### Task statement
For the string "Azuaga", find every matching line in the records and copy it.

Saved entries
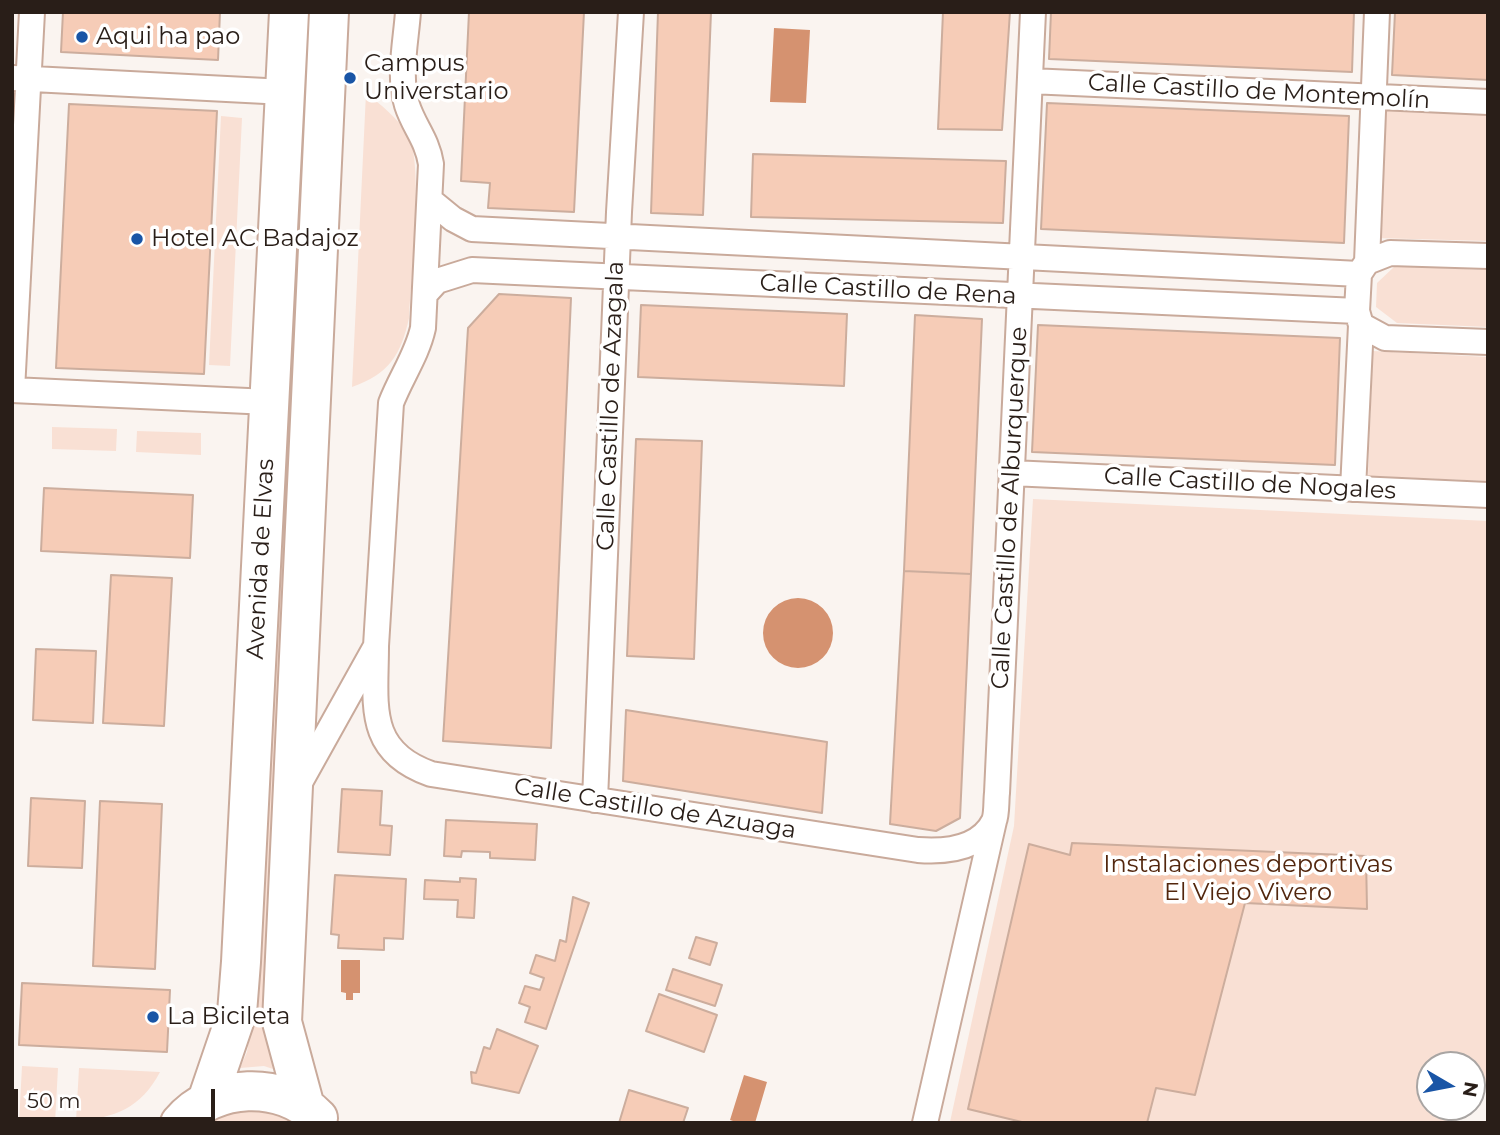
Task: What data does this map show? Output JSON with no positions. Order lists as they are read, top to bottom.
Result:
{
  "streets": {
    "highway": ["Avenida de Elvas"],
    "street": [
      "Calle Castillo de Montemolín",
      "Calle Castillo de Rena",
      "Calle Castillo de Azagala",
      "Calle Castillo de Nogales",
      "Calle Castillo de Alburquerque",
      "Calle Castillo de Azuaga"
    ]
  },
  "crossings": [
    ["Calle Castillo de Montemolín", "Calle Castillo de Alburquerque"],
    ["Calle Castillo de Rena", "Calle Castillo de Azagala"],
    ["Calle Castillo de Rena", "Calle Castillo de Alburquerque"],
    ["Calle Castillo de Rena", "Avenida de Elvas"],
    ["Calle Castillo de Azagala", "Calle Castillo de Azuaga"],
    ["Calle Castillo de Nogales", "Calle Castillo de Alburquerque"],
    ["Calle Castillo de Alburquerque", "Calle Castillo de Azuaga"],
    ["Avenida de Elvas", "Calle Castillo de Azuaga"]
  ],
  "parks": ["Instalaciones deportivas El Viejo Vivero"],
  "places": [
    "Aqui ha pao",
    "Campus Universtario",
    "Hotel AC Badajoz",
    "La Bicileta"
  ],
  "scale_bar": "50 m",
  "north": "right"
}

### Answer space
      "Calle Castillo de Azuaga"
    ["Calle Castillo de Azagala", "Calle Castillo de Azuaga"],
    ["Calle Castillo de Alburquerque", "Calle Castillo de Azuaga"],
    ["Avenida de Elvas", "Calle Castillo de Azuaga"]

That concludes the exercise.